🤖 AI Summary
To address catastrophic forgetting in task-incremental reinforcement learning caused by poor control of large models, this paper proposes the Progressive Prompt-based Decision Transformer (P2DT). Methodologically, P2DT leverages a Transformer architecture integrated with prompt engineering and trajectory distillation, enabling cross-task knowledge consolidation without fine-tuning the backbone network. Its key contributions are: (1) a novel dynamic, expandable decision-token mechanism that supports continual policy evolution without parameter backpropagation; and (2) synergistic integration of offline RL trajectories and self-generated prompts for effective knowledge retention. Evaluated on multi-task RL benchmarks, P2DT achieves an average performance improvement of 37% over baselines while demonstrating strong scalability as the number of tasks increases.

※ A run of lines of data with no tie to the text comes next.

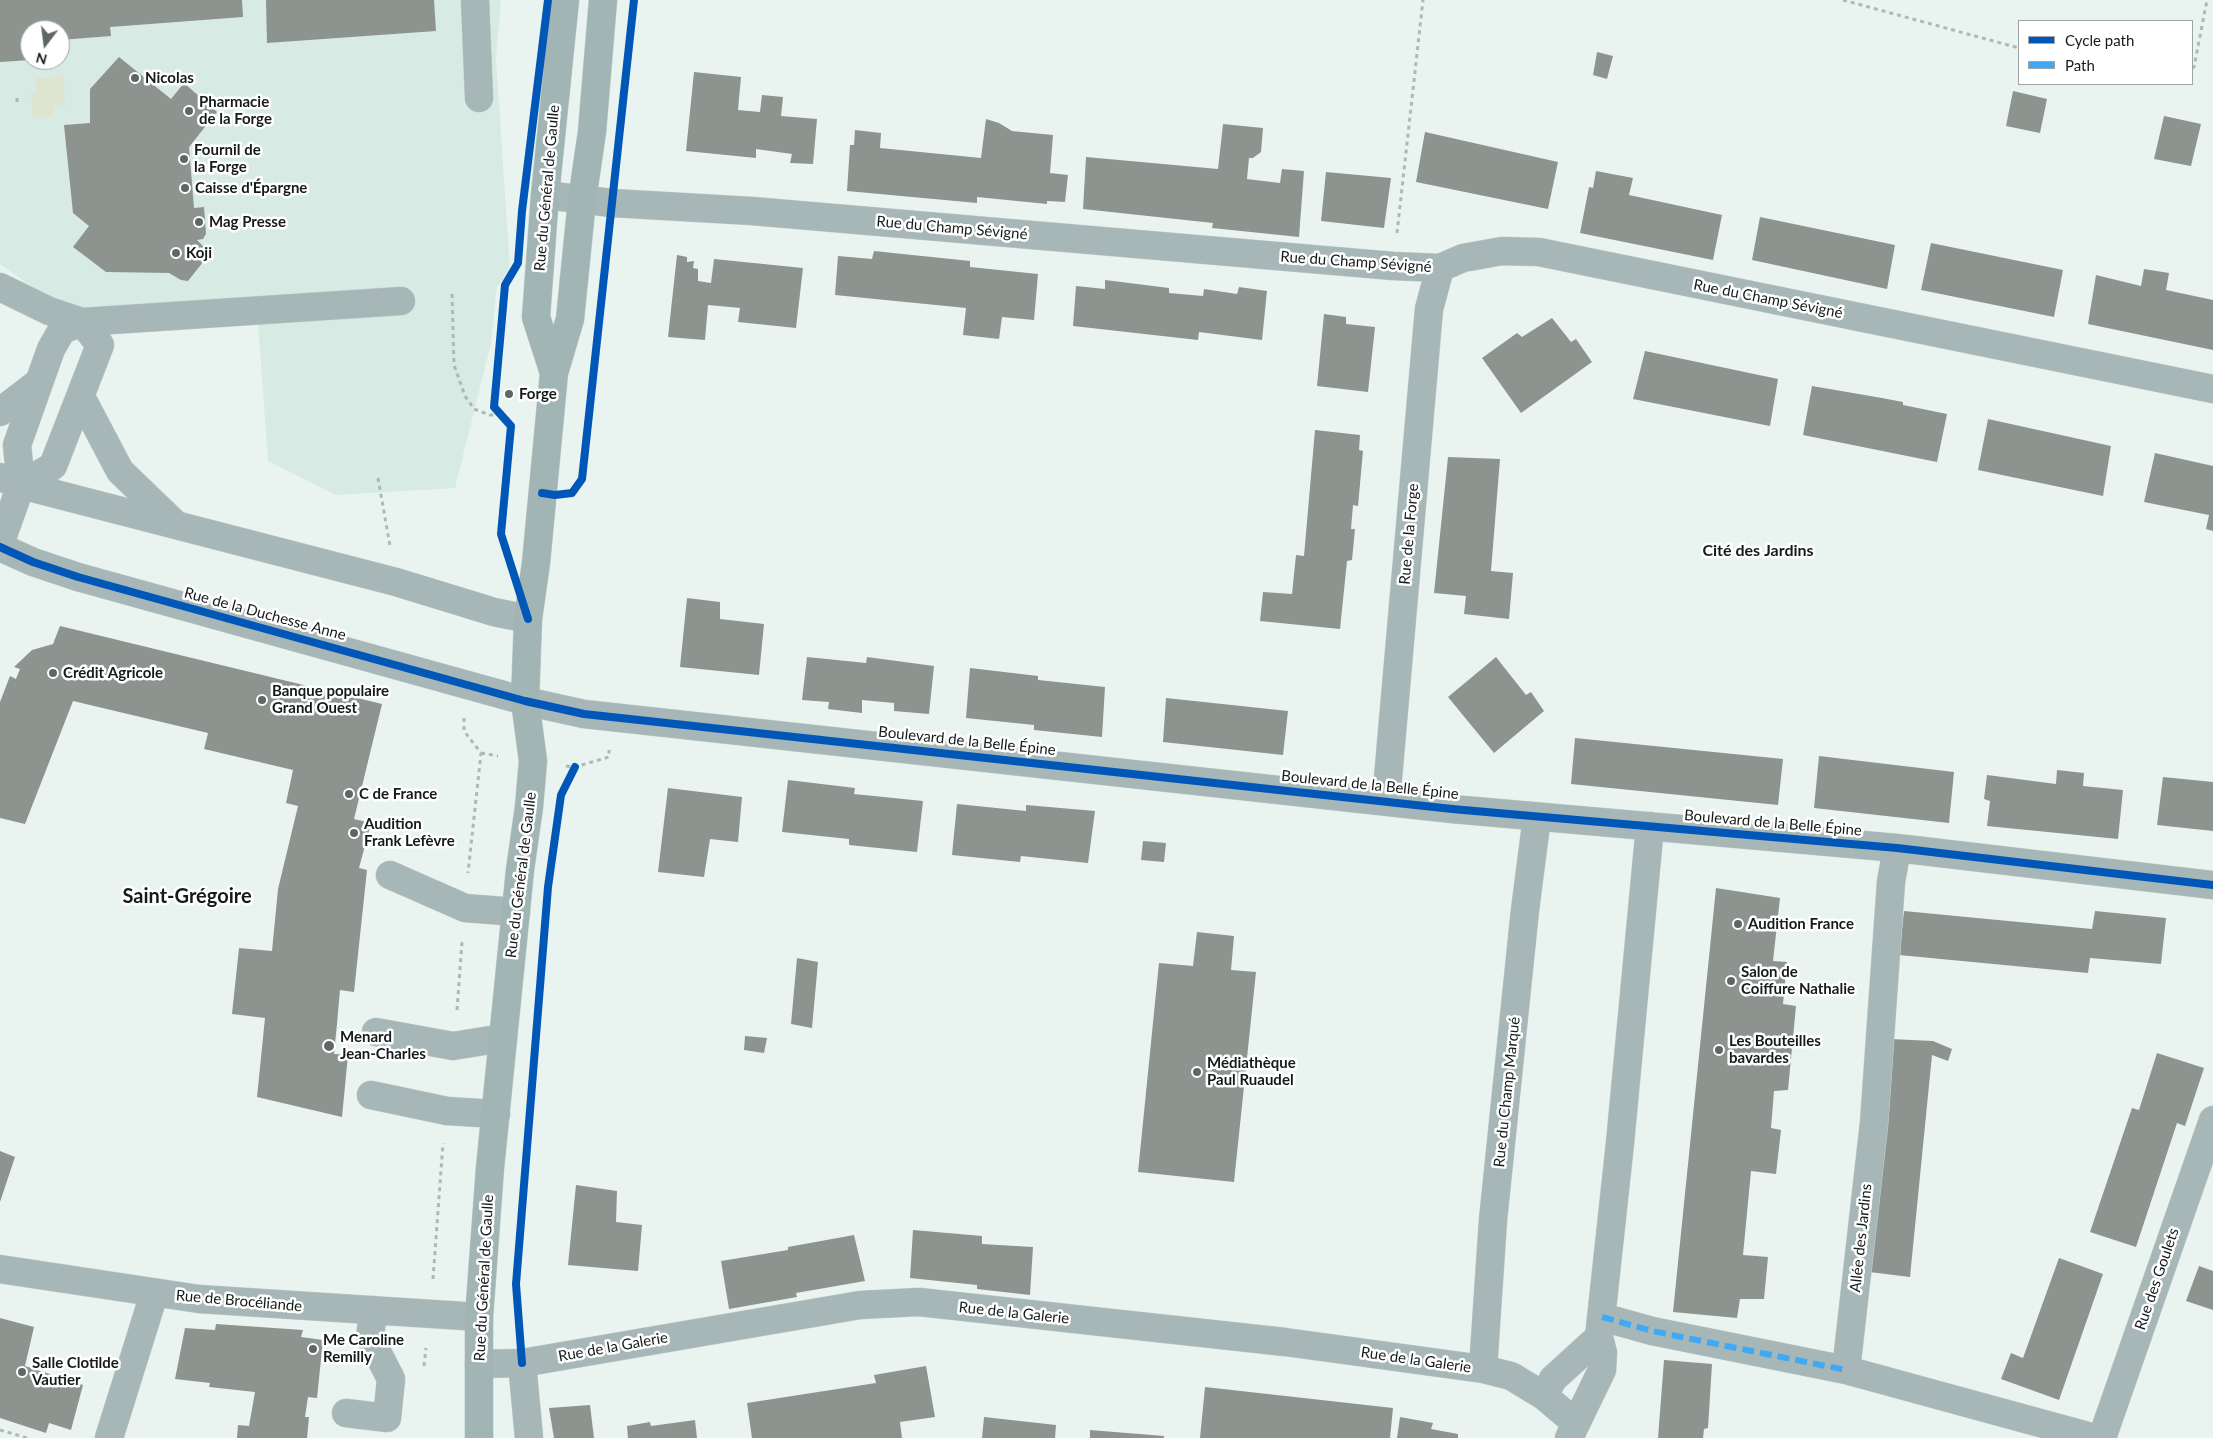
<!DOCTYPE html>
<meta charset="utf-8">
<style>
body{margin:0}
#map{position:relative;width:2213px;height:1438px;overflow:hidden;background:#e9f4f0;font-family:Lato,sans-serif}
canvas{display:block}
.legend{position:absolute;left:2018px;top:20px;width:175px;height:65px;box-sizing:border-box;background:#fff;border:1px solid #a1a4a3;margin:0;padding:6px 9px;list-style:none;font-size:15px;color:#141b18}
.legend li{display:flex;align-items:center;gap:10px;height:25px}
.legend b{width:25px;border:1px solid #a1a4a3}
.north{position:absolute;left:20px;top:20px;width:50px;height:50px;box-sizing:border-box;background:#fff;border:1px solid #a1a4a3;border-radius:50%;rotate:195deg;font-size:14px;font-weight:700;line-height:20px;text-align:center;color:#141b18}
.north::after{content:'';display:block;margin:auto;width:18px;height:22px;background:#5f6764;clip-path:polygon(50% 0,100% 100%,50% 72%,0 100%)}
</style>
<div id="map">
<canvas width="2213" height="1438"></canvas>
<ul class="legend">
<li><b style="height:6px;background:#0057b8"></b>Cycle path</li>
<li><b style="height:6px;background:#3fa9f5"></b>Path</li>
</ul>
<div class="north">N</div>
</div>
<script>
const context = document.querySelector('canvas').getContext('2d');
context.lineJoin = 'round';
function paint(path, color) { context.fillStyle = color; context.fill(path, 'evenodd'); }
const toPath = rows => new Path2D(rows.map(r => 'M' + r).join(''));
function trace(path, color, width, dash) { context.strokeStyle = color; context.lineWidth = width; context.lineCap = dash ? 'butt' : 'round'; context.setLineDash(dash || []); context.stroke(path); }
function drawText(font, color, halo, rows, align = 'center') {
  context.font = font + ' Lato,sans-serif'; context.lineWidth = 5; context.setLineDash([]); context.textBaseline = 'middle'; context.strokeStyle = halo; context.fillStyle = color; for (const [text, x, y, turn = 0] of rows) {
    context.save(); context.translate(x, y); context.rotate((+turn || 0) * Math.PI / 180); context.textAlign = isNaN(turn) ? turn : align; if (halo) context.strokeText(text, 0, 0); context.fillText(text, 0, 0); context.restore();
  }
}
const built = toPath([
 [0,0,501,0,496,59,510,270,497,286,491,343,455,488,336,495,268,461,257,310,82,322,0,264],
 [30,30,60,30,60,60,30,60]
]);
const green = toPath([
 [64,76,65,105,53,105,53,117,33,117,31,94,37,93,36,78]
]);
const building = toPath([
 [0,0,242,0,243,17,110,27,111,36,60,40,60,30,30,30,30,60,0,62],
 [266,0,434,0,436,31,267,43],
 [1597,52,1613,56,1607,79,1593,75],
 [119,57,171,99,184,83,217,112,189,147,194,208,204,207,206,234,203,239,197,240,208,251,207,257,188,281,181,280,169,273,106,272,73,247,89,226,73,213,64,125,90,123,90,89],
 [694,72,741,77,738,110,760,112,762,95,783,97,781,116,817,119,813,164,790,163,792,154,756,149,756,158,686,151],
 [2013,91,2047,99,2040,133,2006,126],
 [2164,116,2201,124,2191,166,2154,159],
 [986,119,999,123,1012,131,1053,135,1050,173,1068,175,1065,202,1047,201,1047,204,977,197,977,203,847,191,850,145,854,145,855,130,881,133,880,148,981,158],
 [1223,124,1263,128,1261,152,1253,158,1249,158,1247,179,1280,183,1282,169,1304,171,1299,237,1212,228,1213,223,1083,209,1086,157,1218,169],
 [1425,132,1558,162,1548,209,1416,182],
 [1596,171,1633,178,1629,195,1722,215,1713,260,1580,233,1589,187,1593,188],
 [1326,172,1391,178,1384,228,1321,221],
 [1760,217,1895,245,1887,289,1752,260],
 [1931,243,2063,270,2054,317,1921,290],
 [874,251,970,261,970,267,1038,274,1034,320,1002,317,999,339,963,335,966,308,835,295,838,256,872,259],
 [677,255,687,257,687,262,694,261,693,268,698,269,698,281,711,283,714,259,803,268,796,328,738,322,740,308,708,305,705,340,668,337],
 [2144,269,2169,273,2166,290,2213,300,2213,350,2088,324,2096,275,2141,286],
 [1105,280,1169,288,1169,293,1203,296,1204,289,1237,294,1239,287,1267,291,1262,340,1199,332,1198,340,1073,326,1076,286,1105,289],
 [1324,314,1346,317,1346,324,1375,327,1368,392,1317,386],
 [1552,318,1571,342,1576,339,1592,362,1521,413,1482,358,1517,333,1522,337],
 [1645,351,1778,379,1770,426,1633,399],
 [1812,386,1882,398,1903,402,1903,405,1947,414,1937,462,1803,435],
 [1988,419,2111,446,2103,496,1978,470],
 [1315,430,1360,435,1359,450,1363,451,1358,506,1353,505,1351,529,1355,529,1352,560,1347,561,1340,629,1260,621,1263,592,1292,594,1296,555,1304,556],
 [2155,453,2213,466,2213,531,2206,529,2209,515,2144,502],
 [1448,457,1500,459,1491,571,1513,573,1509,619,1464,614,1466,596,1434,593],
 [687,598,720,602,720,619,764,624,759,675,680,667],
 [60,626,382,704,354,819,371,823,359,868,367,870,354,992,340,990,337,1024,334,1054,348,1055,342,1117,257,1097,265,1018,232,1014,239,948,272,951,278,889,298,806,286,803,293,770,204,749,208,733,73,701,25,824,0,818,0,702,10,676,16,679,20,669,14,667,32,650,53,644],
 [807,657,866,663,867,657,934,666,929,714,894,711,894,703,862,700,862,713,828,709,829,702,802,700],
 [1496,657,1526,695,1531,692,1544,711,1494,753,1448,697],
 [970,668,1038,676,1038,680,1105,687,1102,737,1034,730,1034,725,966,718],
 [1166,698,1288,711,1283,755,1163,742],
 [1575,738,1783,759,1778,805,1571,784],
 [1819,756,1954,772,1949,823,1814,808],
 [2057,770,2084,773,2083,786,2123,790,2118,839,1987,826,1990,801,1984,799,1987,775,2056,784],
 [2163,777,2213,782,2213,831,2157,825],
 [788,780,855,788,854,794,923,801,917,852,849,845,849,839,782,832],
 [668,788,742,797,738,842,710,839,704,877,658,872],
 [957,804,1026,811,1026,805,1095,811,1088,863,1021,856,1020,862,952,855],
 [1143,841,1166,843,1164,862,1141,860],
 [1716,888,1780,898,1773,961,1787,962,1783,1004,1796,1006,1788,1090,1774,1091,1771,1128,1781,1130,1776,1174,1751,1171,1743,1255,1768,1257,1764,1299,1740,1299,1737,1318,1673,1312],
 [1904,911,2092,929,2095,911,2166,918,2161,964,2090,958,2088,973,1899,955],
 [1197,932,1234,936,1231,970,1256,972,1234,1182,1138,1172,1159,963,1193,966],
 [797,958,818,962,812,1028,791,1024],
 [745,1036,767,1038,764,1053,744,1050],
 [1891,1039,1933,1041,1952,1049,1948,1061,1932,1055,1910,1277,1869,1272],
 [2157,1053,2204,1068,2185,1126,2177,1123,2136,1247,2090,1232,2132,1108,2139,1110],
 [0,1151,15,1157,0,1202],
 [576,1185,617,1191,616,1222,642,1225,638,1271,568,1265],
 [913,1230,982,1236,982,1244,1033,1247,1030,1295,977,1289,977,1285,910,1278],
 [854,1235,865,1281,796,1293,797,1297,729,1309,721,1261,788,1250,788,1247],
 [2059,1258,2103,1274,2059,1400,2001,1379,2011,1353,2023,1358],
 [2199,1266,2213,1271,2213,1310,2186,1301],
 [0,1318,34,1327,25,1366,83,1385,71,1430,49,1423,46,1433,0,1418],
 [216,1324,303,1330,301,1337,323,1340,317,1398,308,1397,305,1417,309,1417,307,1438,237,1438,238,1425,249,1426,255,1392,209,1387,210,1383,175,1379,185,1328,215,1330],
 [1664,1360,1712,1364,1708,1428,1704,1429,1703,1438,1658,1438],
 [926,1366,935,1417,900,1422,902,1438,752,1438,747,1403,876,1383,874,1375],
 [1205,1387,1393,1408,1390,1438,1200,1438],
 [590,1405,594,1438,554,1438,549,1408],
 [984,1417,1056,1425,1055,1438,982,1438],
 [1400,1417,1433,1423,1431,1429,1458,1434,1458,1438,1397,1438],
 [695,1420,697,1438,628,1438,627,1426,650,1422,651,1426],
 [1090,1430,1164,1436,1164,1438,1090,1438]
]);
const path = toPath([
 [1843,0,2019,48],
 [2192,68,2194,67,2207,0],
 [17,98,17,102],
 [1397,233,1423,0],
 [452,294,454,365,465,396,474,409,490,415,501,415],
 [378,478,390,546],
 [579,483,582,479,594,366],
 [464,718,464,731,481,753,468,873],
 [481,753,498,756],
 [566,766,575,767,609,757,609,750],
 [457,1010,462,942],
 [433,1279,443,1143],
 [424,1366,426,1348],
 [0,1430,27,1438]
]);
const minor = toPath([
 [475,0,479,98],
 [545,195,612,203,752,211,1393,266,1440,268,1463,258,1502,251,1539,252,2213,389],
 [0,287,49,311,82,322,100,345,53,466,21,485],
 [81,397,120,471,174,523],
 [0,412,39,382],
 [0,477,21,485,396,582,494,612,528,619],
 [0,544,21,485,17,445,51,349,62,330,82,322,401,301],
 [0,547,33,562,78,577,525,701,584,714,1452,809,1897,848,2213,885],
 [1386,801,1429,309,1440,268],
 [1897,848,1891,882,1874,1123,1846,1370,2095,1438],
 [390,875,465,908,516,912],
 [376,1032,453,1046,503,1038],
 [371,1095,447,1111,496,1114],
 [0,1269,199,1299,479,1317],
 [1602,1317,1652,1331,1846,1370],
 [522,1363,529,1438],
 [479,1364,522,1363,860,1305,919,1302,1285,1342,1483,1369,1511,1376,1544,1396,1576,1423],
 [1483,1369,1493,1220,1525,910,1537,817],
 [1544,1396,1553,1379,1599,1337],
 [346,1413,387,1418,391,1379,370,1338,373,1310],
 [109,1438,154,1294],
 [1569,1438,1602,1370,1603,1353,1599,1337,1620,1143,1650,826],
 [2102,1438,2213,1120]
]);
const major = toPath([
 [554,373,536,317,545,195,565,0],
 [479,1438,479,1317,490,1168,520,870,529,807,533,761,525,701,528,619,536,563,554,373,570,319,582,200,592,132,603,0]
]);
const quiet = toPath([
 [1602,1317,1652,1331,1846,1370]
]);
const cycleway = toPath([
 [542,493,555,495,572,493,582,479,634,0],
 [0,547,33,562,78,577,525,701,584,714,1452,809,1897,848,2213,885],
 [528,619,501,534,511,426,494,407,505,285,518,263,522,211,548,0],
 [522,1363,516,1284,548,887,561,795,575,767]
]);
const markers = [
 [135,78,5,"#5f6764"],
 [189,111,5,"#5f6764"],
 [184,159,5,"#5f6764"],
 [185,188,5,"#5f6764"],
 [199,222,5,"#5f6764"],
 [176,253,5,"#5f6764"],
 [509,394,5,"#5f6764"],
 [53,673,5,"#5f6764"],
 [262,700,5,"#5f6764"],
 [349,794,5,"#5f6764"],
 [354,833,5,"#5f6764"],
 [1738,924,5,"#5f6764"],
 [1731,981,5,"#5f6764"],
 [329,1046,6,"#5f6764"],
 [1719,1050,5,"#5f6764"],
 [1197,1072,5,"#5f6764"],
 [313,1349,5,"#5f6764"],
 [22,1372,5,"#5f6764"]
];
const poiNames = [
 ["Nicolas",145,78],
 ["Pharmacie",199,102],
 ["de la Forge",199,119],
 ["Fournil de",194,150],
 ["la Forge",194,167],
 ["Caisse d'Épargne",195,188],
 ["Mag Presse",209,222],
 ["Koji",186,253],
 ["Forge",519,394],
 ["Crédit Agricole",63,673],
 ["Banque populaire",272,691],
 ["Grand Ouest",272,708],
 ["C de France",359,794],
 ["Audition",364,824],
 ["Frank Lefèvre",364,841],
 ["Audition France",1748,924],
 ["Salon de",1741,972],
 ["Coiffure Nathalie",1741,989],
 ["Menard",340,1037],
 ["Jean-Charles",340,1054],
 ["Les Bouteilles",1729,1041],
 ["bavardes",1729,1058],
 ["Médiathèque",1207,1063],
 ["Paul Ruaudel",1207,1080],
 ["Me Caroline",323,1340],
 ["Remilly",323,1357],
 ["Salle Clotilde",32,1363],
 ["Vautier",32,1380]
];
const streetNames = [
 ["Rue du Général de Gaulle",547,188,-85],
 ["Rue du Champ Sévigné",952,228,5],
 ["Rue du Champ Sévigné",1356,262,4],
 ["Rue du Champ Sévigné",1768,299,11],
 ["Rue de la Forge",1409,534,-85],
 ["Rue de la Duchesse Anne",265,614,15],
 ["Boulevard de la Belle Épine",967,741,6],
 ["Boulevard de la Belle Épine",1370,785,6],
 ["Boulevard de la Belle Épine",1773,823,5],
 ["Rue du Général de Gaulle",521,875,-83],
 ["Rue du Champ Marqué",1507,1092,-84],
 ["Allée des Jardins",1861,1238,-84],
 ["Rue du Général de Gaulle",484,1278,-87],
 ["Rue des Goulets",2157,1279,-71],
 ["Rue de Brocéliande",239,1301,5],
 ["Rue de la Galerie",1014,1313,6],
 ["Rue de la Galerie",613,1347,-10],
 ["Rue de la Galerie",1416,1360,8]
];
const neighbourhoodNames = [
 ["Cité des Jardins",1758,551]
];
const districtNames = [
 ["Saint-Grégoire",187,897]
];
paint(built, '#d7eae4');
paint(green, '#dfe4d1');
paint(building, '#8d9490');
trace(minor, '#c8d0cd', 29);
trace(major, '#c8d0cd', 29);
trace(path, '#adb8b9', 3, [4, 4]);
trace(minor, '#a7b6b7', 28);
trace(major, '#a1b5b5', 28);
trace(quiet, '#3fa9f5', 6, [12, 6]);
trace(cycleway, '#0057b8', 8);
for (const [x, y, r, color] of markers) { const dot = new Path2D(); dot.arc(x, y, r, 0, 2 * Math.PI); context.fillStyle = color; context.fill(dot); trace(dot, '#fff', 2); }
drawText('bold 15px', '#141b18', '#fff', poiNames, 'left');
drawText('15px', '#141b18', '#fff', streetNames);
drawText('bold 16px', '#141b18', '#fff', neighbourhoodNames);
drawText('bold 20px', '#141b18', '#fff', districtNames);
</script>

The approach significantly mitigates forgetting without compromising architectural efficiency or requiring model retraining.
📝 Abstract
Catastrophic forgetting poses a substantial challenge for managing intelligent agents controlled by a large model, causing performance degradation when these agents face new tasks. In our work, we propose a novel solution - the Progressive Prompt Decision Transformer (P2DT). This method enhances a transformer-based model by dynamically appending decision tokens during new task training, thus fostering task-specific policies. Our approach mitigates forgetting in continual and offline reinforcement learning scenarios. Moreover, P2DT leverages trajectories collected via traditional reinforcement learning from all tasks and generates new taskspecific tokens during training, thereby retaining knowledge from previous studies. Preliminary results demonstrate that our model effectively alleviates catastrophic forgetting and scales well with increasing task environments.